Congratulations to Abhijit Banerjee, Esther Duflo, and Michael Kremer on Being Awarded the 2019 Nobel Prize in Economic Sciences

This year's Nobel Prize in Economic Sciences was awarded to MIT’s Abhijit Banerjee and Esther Duflo, and Harvard’s Michael Kremer for their experimental approach to alleviating global poverty.

Duflo, 46, is the youngest recipient of the award and only the second woman to win the prize. She was the John Bates Clark Medal winner in 2010 and is the current editor of the American Economic Review

 

In its announcement Monday, the Academy credited the three economists for transforming development economics and obtaining reliable answers about the ways to fight global poverty, which it called “one of humanity’s most urgent issues.”
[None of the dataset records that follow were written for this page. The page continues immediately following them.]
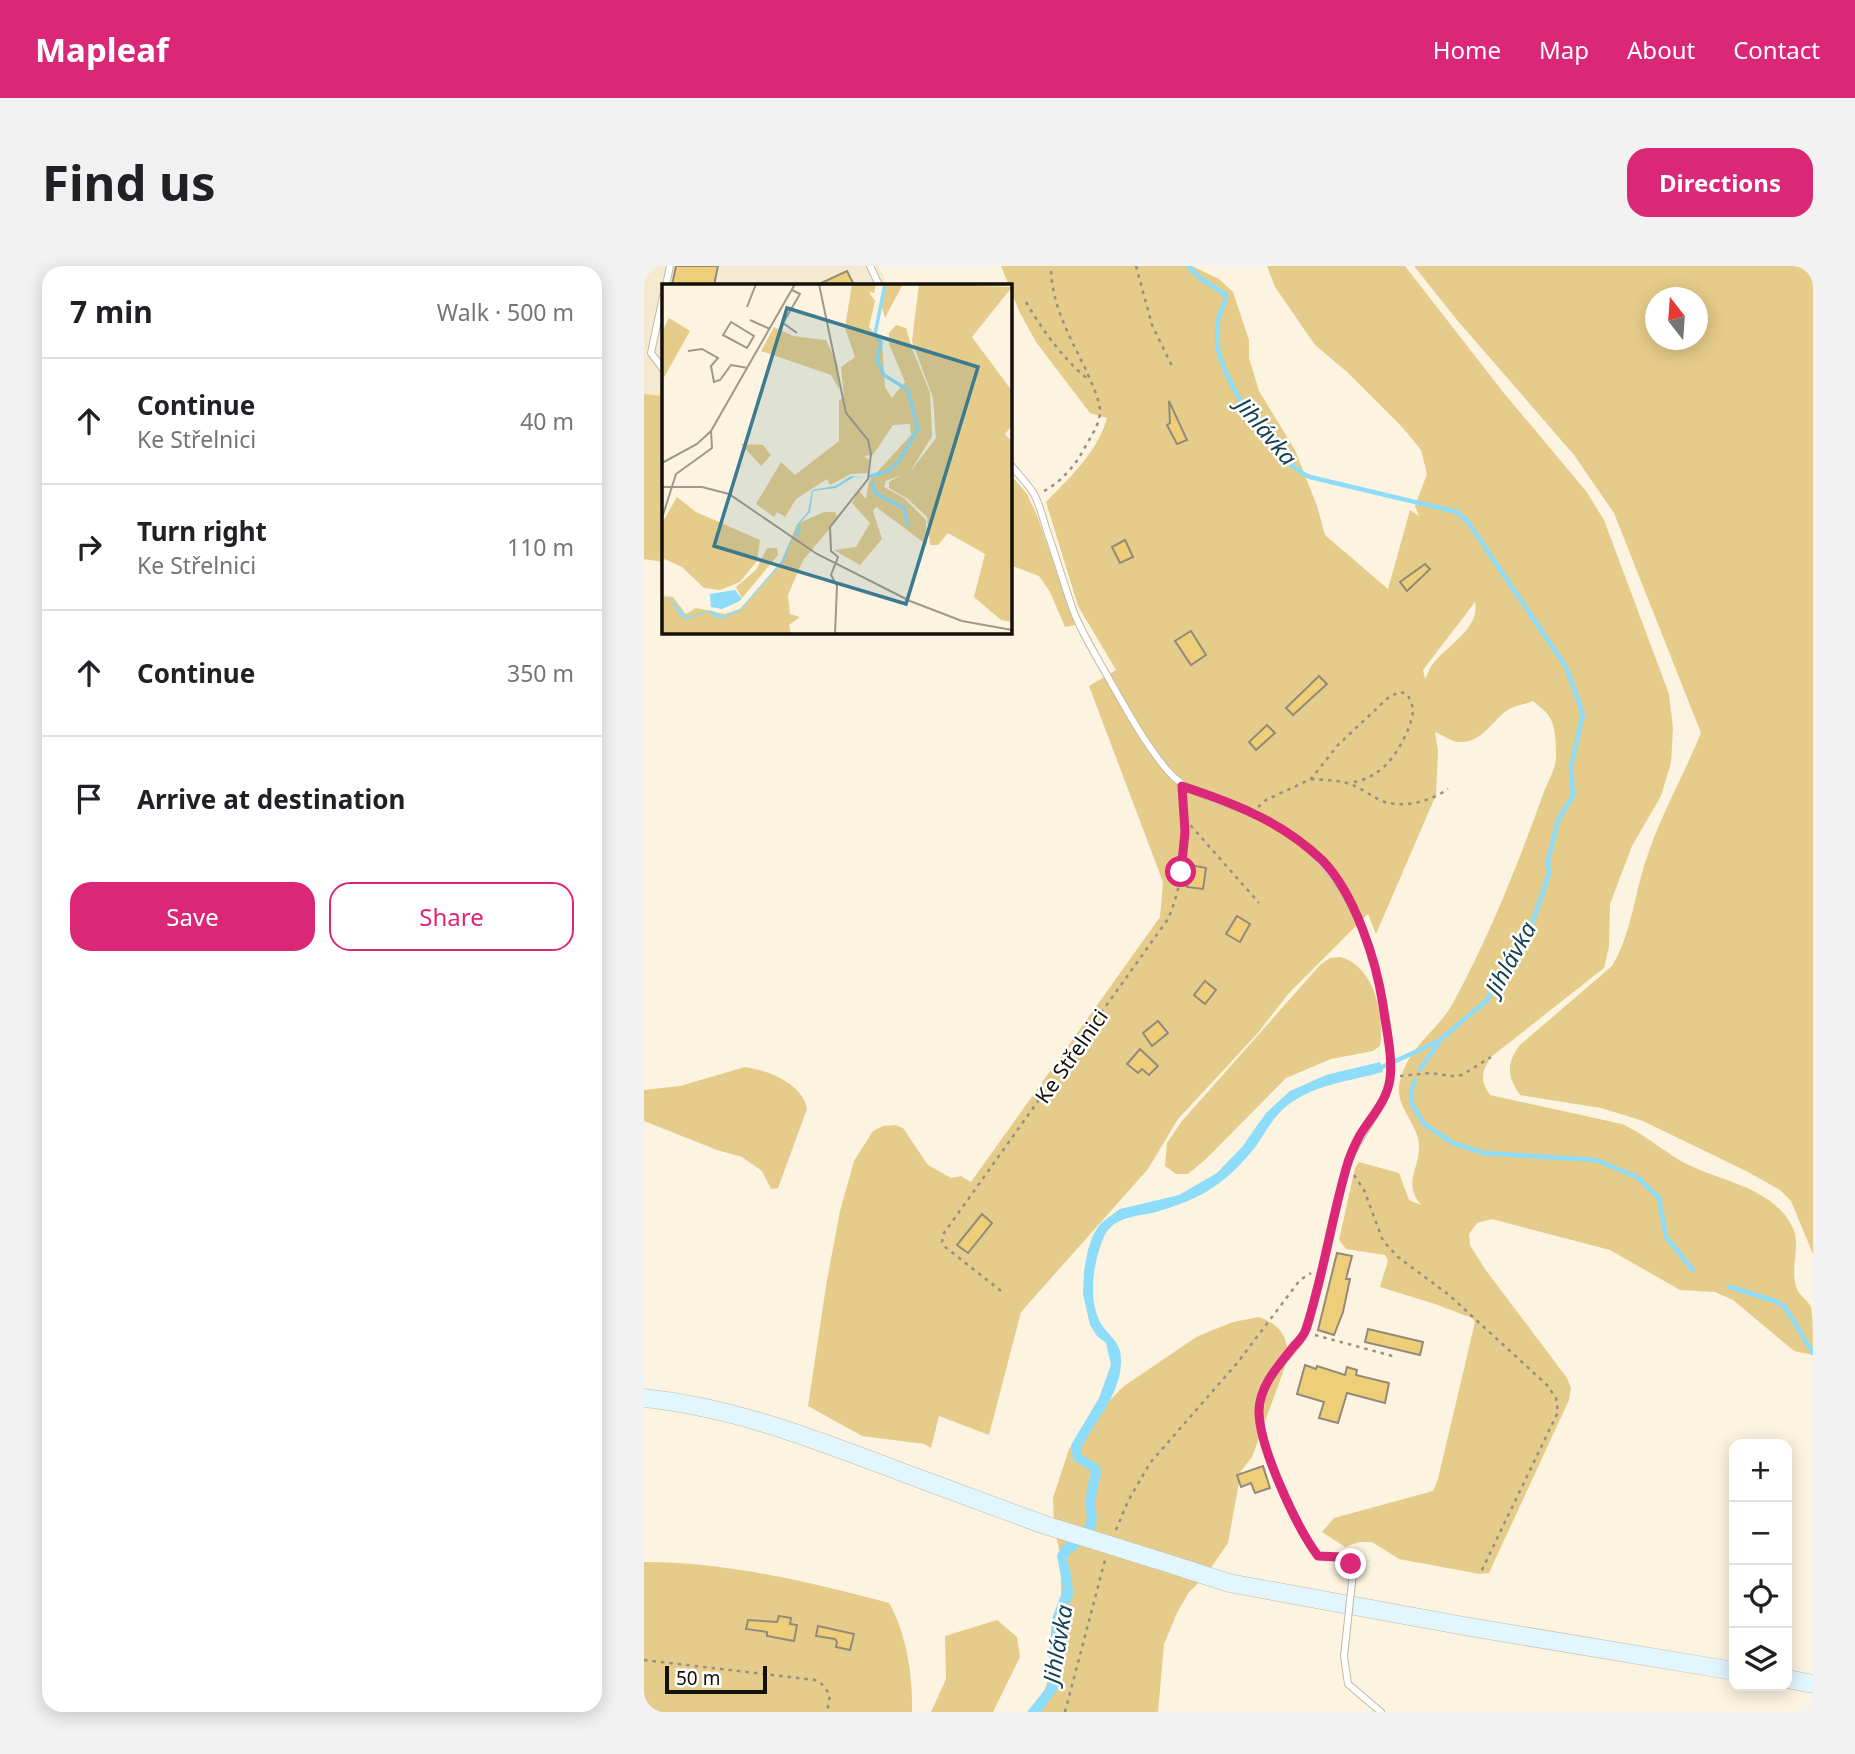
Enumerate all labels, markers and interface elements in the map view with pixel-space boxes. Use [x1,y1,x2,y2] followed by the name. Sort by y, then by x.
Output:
[35,27,169,72] text: Mapleaf
[1433,33,1501,66] text: Home
[1539,33,1589,66] text: Map
[1627,33,1695,66] text: About
[1733,33,1820,66] text: Contact
[1627,148,1813,217] button: Directions
[42,149,216,215] text: Find us
[662,284,1012,634] inset map
[1645,287,1708,350] north arrow
[70,291,153,332] text: 7 min
[437,296,574,328] text: Walk · 500 m
[137,387,255,423] text: Continue
[1227,387,1305,472] water label: Jihlávka
[70,402,108,440] icon: ahead
[520,405,574,437] text: 40 m
[137,423,256,455] text: Ke Střelnici
[137,513,267,549] text: Turn right
[70,528,108,566] icon: right
[507,531,574,563] text: 110 m
[137,549,256,581] text: Ke Střelnici
[70,654,108,692] icon: ahead
[137,655,255,691] text: Continue
[507,657,574,689] text: 350 m
[70,780,108,818] icon: arrive
[137,781,406,817] text: Arrive at destination
[1165,856,1196,887] route start
[70,882,315,951] button: Save
[329,882,574,951] button: Share
[1475,915,1543,1004] water label: Jihlávka
[1028,1003,1114,1109] street label: Ke Střelnici
[1729,1439,1792,1691] map controls
[1729,1439,1792,1502] button: +
[1729,1502,1792,1565] button: −
[1335,1548,1366,1579] route end
[1729,1565,1792,1628] button: locate
[1034,1602,1080,1690] water label: Jihlávka
[1729,1628,1792,1691] button: layers
[665,1663,766,1695] scale bar
[676,1665,720,1691] text: 50 m

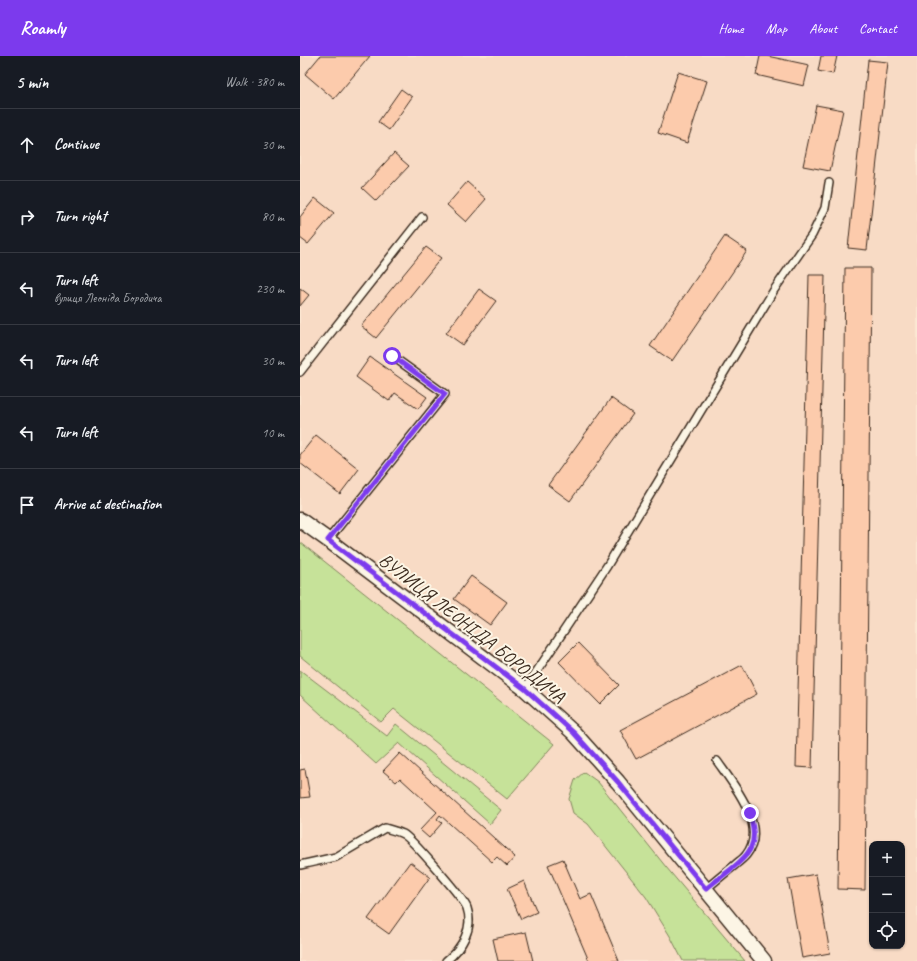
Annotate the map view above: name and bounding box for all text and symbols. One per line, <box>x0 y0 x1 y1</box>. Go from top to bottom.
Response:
text: Roamly <box>20 16 66 40</box>
text: Home <box>718 20 744 37</box>
text: Map <box>766 20 787 37</box>
text: About <box>809 20 837 37</box>
text: Contact <box>859 20 897 37</box>
text: 5 min <box>16 72 48 93</box>
text: Walk · 380 m <box>225 74 284 90</box>
icon: ahead <box>16 134 38 156</box>
text: Continue <box>54 135 99 154</box>
text: 30 m <box>262 137 284 153</box>
icon: right <box>16 206 38 228</box>
text: Turn right <box>54 207 107 226</box>
text: 80 m <box>262 209 284 225</box>
text: Turn left <box>54 271 97 290</box>
icon: left <box>16 278 38 300</box>
text: 230 m <box>256 281 284 297</box>
text: вулиця Леоніда Бородича <box>54 290 162 306</box>
route start <box>383 347 401 365</box>
icon: left <box>16 350 38 372</box>
text: Turn left <box>54 351 97 370</box>
text: 30 m <box>262 353 284 369</box>
icon: left <box>16 422 38 444</box>
text: Turn left <box>54 423 97 442</box>
text: 10 m <box>262 425 284 441</box>
icon: arrive <box>16 494 38 516</box>
text: Arrive at destination <box>54 495 161 514</box>
street label: ВУЛИЦЯ ЛЕОНІДА БОРОДИЧА <box>374 548 570 708</box>
route end <box>741 804 759 822</box>
map controls <box>869 841 905 949</box>
button: + <box>869 841 905 877</box>
button: − <box>869 877 905 913</box>
button: locate <box>869 913 905 949</box>

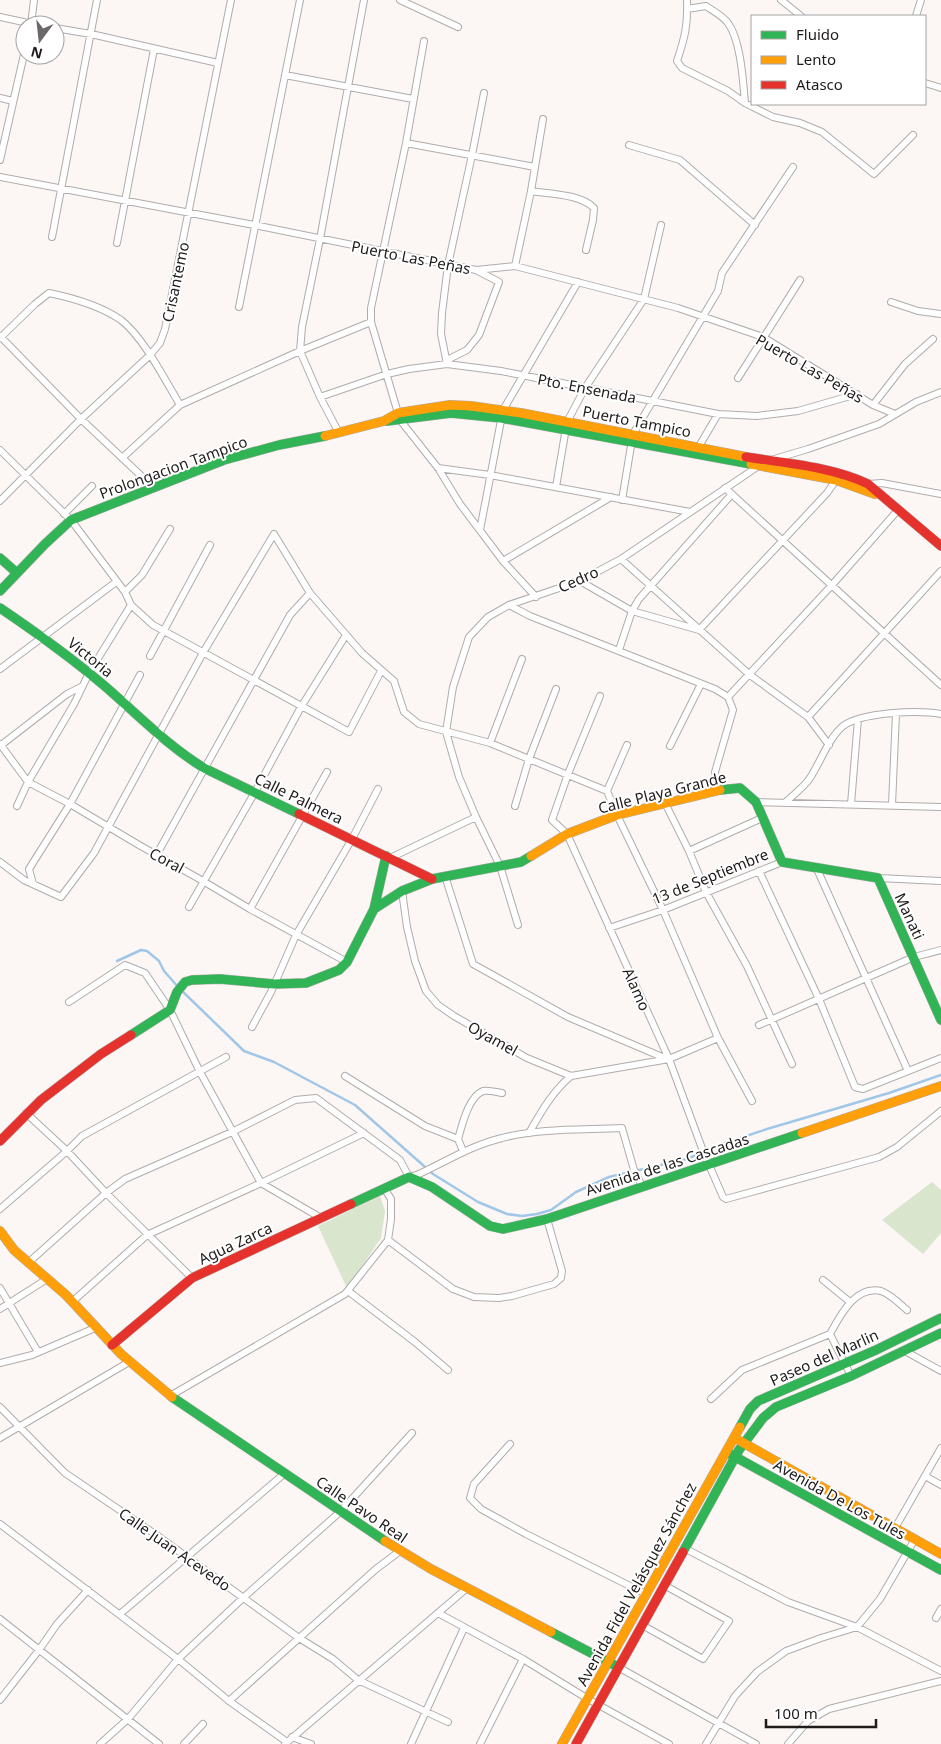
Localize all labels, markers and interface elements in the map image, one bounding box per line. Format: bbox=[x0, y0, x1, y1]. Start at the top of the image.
north arrow bbox=[15, 15, 65, 65]
legend bbox=[751, 15, 926, 105]
text: Fluido bbox=[796, 24, 839, 44]
text: N bbox=[29, 42, 44, 64]
text: Lento bbox=[796, 49, 836, 69]
text: Atasco bbox=[796, 74, 843, 94]
street label: Puerto Las Peñas bbox=[350, 236, 472, 278]
street label: Crisantemo bbox=[157, 240, 193, 324]
street label: Puerto Las Peñas bbox=[753, 329, 867, 407]
street label: Pto. Ensenada bbox=[536, 369, 638, 407]
street label: Puerto Tampico bbox=[581, 401, 693, 441]
street label: Prolongacion Tampico bbox=[96, 431, 250, 503]
street label: Cedro bbox=[555, 561, 601, 597]
street label: Victoria bbox=[64, 633, 118, 681]
street label: Calle Playa Grande bbox=[596, 766, 728, 818]
street label: Calle Palmera bbox=[251, 768, 347, 828]
street label: Coral bbox=[146, 843, 188, 877]
street label: 13 de Septiembre bbox=[649, 844, 771, 908]
street label: Manati bbox=[891, 890, 929, 942]
street label: Alamo bbox=[619, 964, 655, 1014]
street label: Oyamel bbox=[464, 1016, 522, 1060]
street label: Avenida de las Cascadas bbox=[583, 1128, 751, 1200]
street label: Agua Zarca bbox=[195, 1217, 275, 1269]
street label: Paseo del Marlin bbox=[767, 1324, 881, 1390]
street label: Avenida De Los Tules bbox=[770, 1454, 910, 1544]
street label: Calle Pavo Real bbox=[312, 1471, 412, 1547]
street label: Avenida Fidel Velásquez Sánchez bbox=[572, 1479, 700, 1689]
street label: Calle Juan Acevedo bbox=[115, 1503, 235, 1595]
scale bar bbox=[766, 1696, 876, 1728]
text: 100 m bbox=[774, 1703, 818, 1723]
The researchers’ work divided the problem into smaller, more manageable questions, such as creating effective interventions for improving educational outcomes and child health. “They have shown that these smaller, more precise, questions are often best answered via carefully designed experiments among the people who are most affected,” the Academy said in announcing the prize.

Kremer began using field experiments in the 1990s to test a range of interventions for improving schools in Kenya. Banerjee and Duflo soon performed similar studies of other issues and in other countries. Their methods now dominate the field of development economics.

Banerjee and Duflo, who together cofounded the Abdul Latif Jameel Poverty Action Lab with Sendhil Mullainathan, also have a new book coming out next month called “Good Economics for Hard Times.”